The enterprise environment can approach quality and reliability in much the same way as providers, but faces the added implementation issue of where to position the Internet telephony gateway. Since many already have router networks in place, the strategy should be to leverage that infrastructure even as gateways are added. There are two options for gateway placement. The first is to situate the new equipment behind the router, so that voice and data stream into the router separately and are consolidated for transmission across the WAN. The alternative is to have the gateway operating in front of the router so that voice traffic flows directly to the gateway without going through the router, and is encapsulated by the gateway in IP. The router pumps data to the gateway and, again, traffic is consolidated for transmission on the WAN, this time by the gateway.

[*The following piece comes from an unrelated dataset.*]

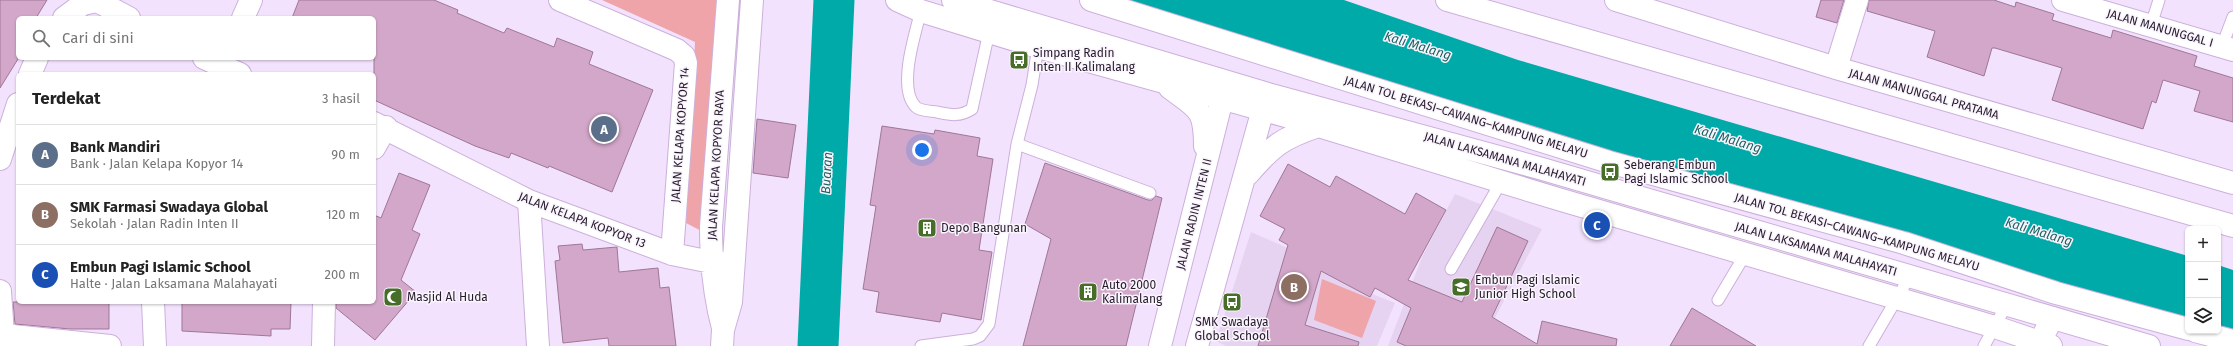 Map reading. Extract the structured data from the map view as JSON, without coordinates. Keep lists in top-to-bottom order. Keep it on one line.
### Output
{"streets":{"main road":["JALAN MANUNGGAL I","JALAN MANUNGGAL PRATAMA","JALAN TOL BEKASI–CAWANG–KAMPUNG MELAYU","JALAN KELAPA KOPYOR 14","JALAN LAKSAMANA MALAHAYATI","JALAN KELAPA KOPYOR RAYA","JALAN RADIN INTEN II","JALAN KELAPA KOPYOR 13"]},"crossings":[["JALAN KELAPA KOPYOR 14","JALAN KELAPA KOPYOR 13"],["JALAN LAKSAMANA MALAHAYATI","JALAN RADIN INTEN II"],["JALAN KELAPA KOPYOR RAYA","JALAN KELAPA KOPYOR 13"]],"water":["Kali Malang","Buaran"],"places":{"bus stop":["Simpang Radin Inten II Kalimalang","Seberang Embun Pagi Islamic School","SMK Swadaya Global School"],"building":["Depo Bangunan","Auto 2000 Kalimalang"],"school or university":["Embun Pagi Islamic Junior High School"],"mosque":["Masjid Al Huda"]},"page":{"search":"Cari di sini","heading":["Terdekat","3 hasil"],"pins":["A","C","B"],"list":[{"mark":"A","name":"Bank Mandiri","note":"Bank · Jalan Kelapa Kopyor 14","value":"90 m"},{"mark":"B","name":"SMK Farmasi Swadaya Global","note":"Sekolah · Jalan Radin Inten II","value":"120 m"},{"mark":"C","name":"Embun Pagi Islamic School","note":"Halte · Jalan Laksamana Malahayati","value":"200 m"}],"map_buttons":["+","−"]}}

The benefits of this approach are that gateways are better engineered for voice, and are designed to add more flexible traffic prioritization than traditional routers. Allowing the gateway to serve as the WAN interface provides more granular control of voice quality and prioritization. Today's more robust gateway solutions bring substantial capabilities to the table, employing full suites of QoS techniques including memory management, packet segmentation control, network congestion monitoring, user definable classes of service and more.

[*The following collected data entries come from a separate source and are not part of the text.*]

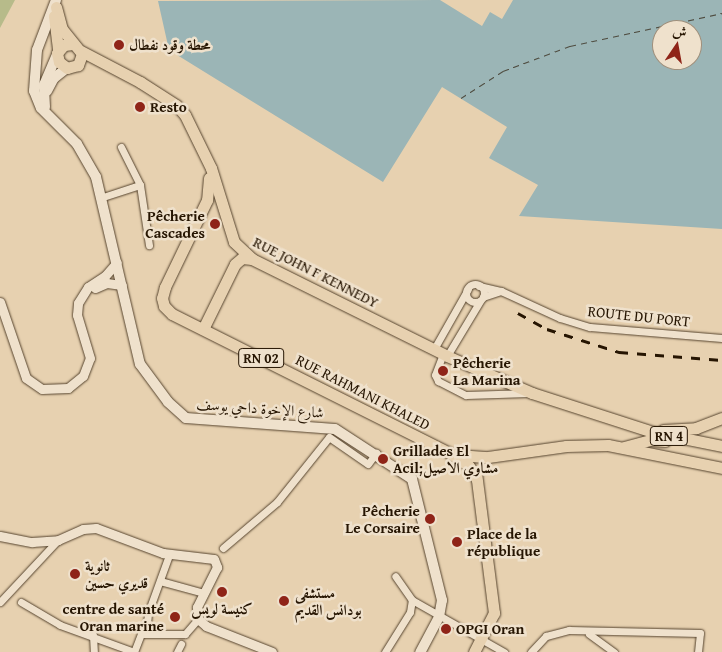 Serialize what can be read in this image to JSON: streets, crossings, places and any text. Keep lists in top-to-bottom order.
{
  "streets": {
    "main road": [
      "RUE JOHN F KENNEDY",
      "RN 02",
      "RUE RAHMANI KHALED",
      "شارع الإخوة داحي يوسف",
      "RN 4"
    ],
    "street": ["ROUTE DU PORT"]
  },
  "crossings": [
    ["RUE JOHN F KENNEDY", "RN 02"],
    ["RUE JOHN F KENNEDY", "RUE RAHMANI KHALED"],
    ["RUE JOHN F KENNEDY", "شارع الإخوة داحي يوسف"],
    ["RN 02", "RUE RAHMANI KHALED"],
    ["RN 02", "RN 4"]
  ],
  "places": [
    "محطة وقود نفطال",
    "Resto",
    "Pêcherie Cascades",
    "Pêcherie La Marina",
    "Grillades El Acil;مشاوي الاصيل",
    "Pêcherie Le Corsaire",
    "Place de la république",
    "ثانوية قديري حسين",
    "كنيسة لويس",
    "مستشفى بودانس القديم",
    "centre de santé Oran marine",
    "OPGI Oran"
  ],
  "north": "top"
}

Also, when voice traffic must go through the LAN and the router to get to the WAN, it becomes subject to the threats of LAN congestion, router failure, and the additional "hops" required to get onto the WAN. Gateways may also provide voice-oriented dynamic bandwidth management so that, during times of congestion, the access device scales back on the bandwidth allocated. A detailed prioritization system such as this assures that no voice calls ever get dropped, and that all types of traffic get through without any being choked off completely.

The whole issue of where to situate the Internet telephony gateway may finally force the true human "convergence" of the voice guys and the data guys. To the voice managers, these quality and reliability concerns offset the promise of the savings with lost sleep. Yet data managers are reluctant to place anything between the trusty router and the WAN. If companies are to take advantage of the power of packetized voice, interaction and compromise will be needed.

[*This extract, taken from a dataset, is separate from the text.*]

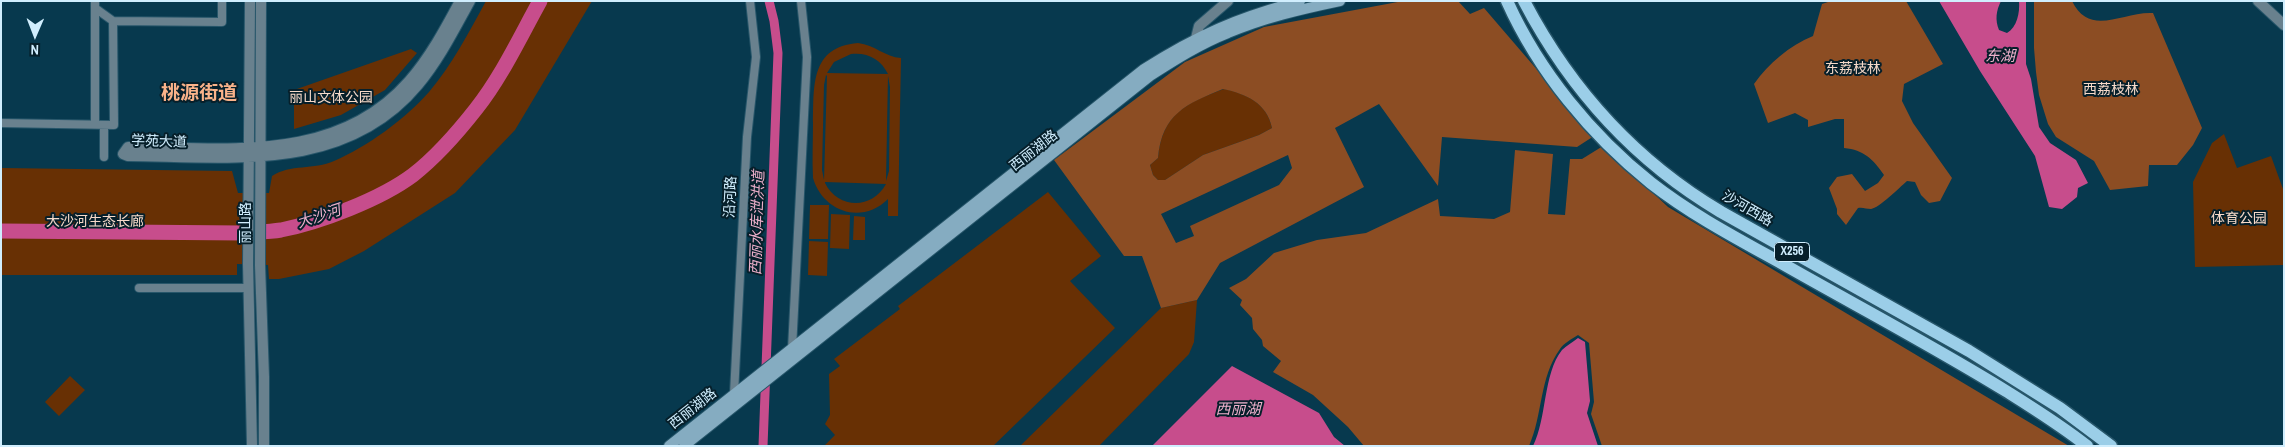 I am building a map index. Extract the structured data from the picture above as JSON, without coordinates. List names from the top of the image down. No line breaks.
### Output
{"streets":{"main road":["西丽湖路","沙河西路","X256"],"street":["学苑大道","沿河路","丽山路"]},"crossings":[["学苑大道","丽山路"],["西丽湖路","沿河路"]],"districts":["桃源街道"],"water":["东湖","大沙河","西丽水库泄洪道","西丽湖"],"parks":["东荔枝林","西荔枝林","丽山文体公园","体育公园","大沙河生态长廊"],"north":"bottom"}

It is only fitting that the Internet, a phenomena that has managed to bring the world together and prompt the convergence of business and technology, will finally blur the line between "telecom" and "IS." Just imagine the possibilities for reinvesting the savings produced by Internet telephony.

Steve Baechle is Vice President of Technical Consulting for Hypercom Network Systems. Hypercom is a leading provider of carrier-class IP telephony gateways and infrastructure technology, and a provider of voice/data integration solutions to large enterprises. For more information, visit the Hypercom Web site at www.hypercom.com.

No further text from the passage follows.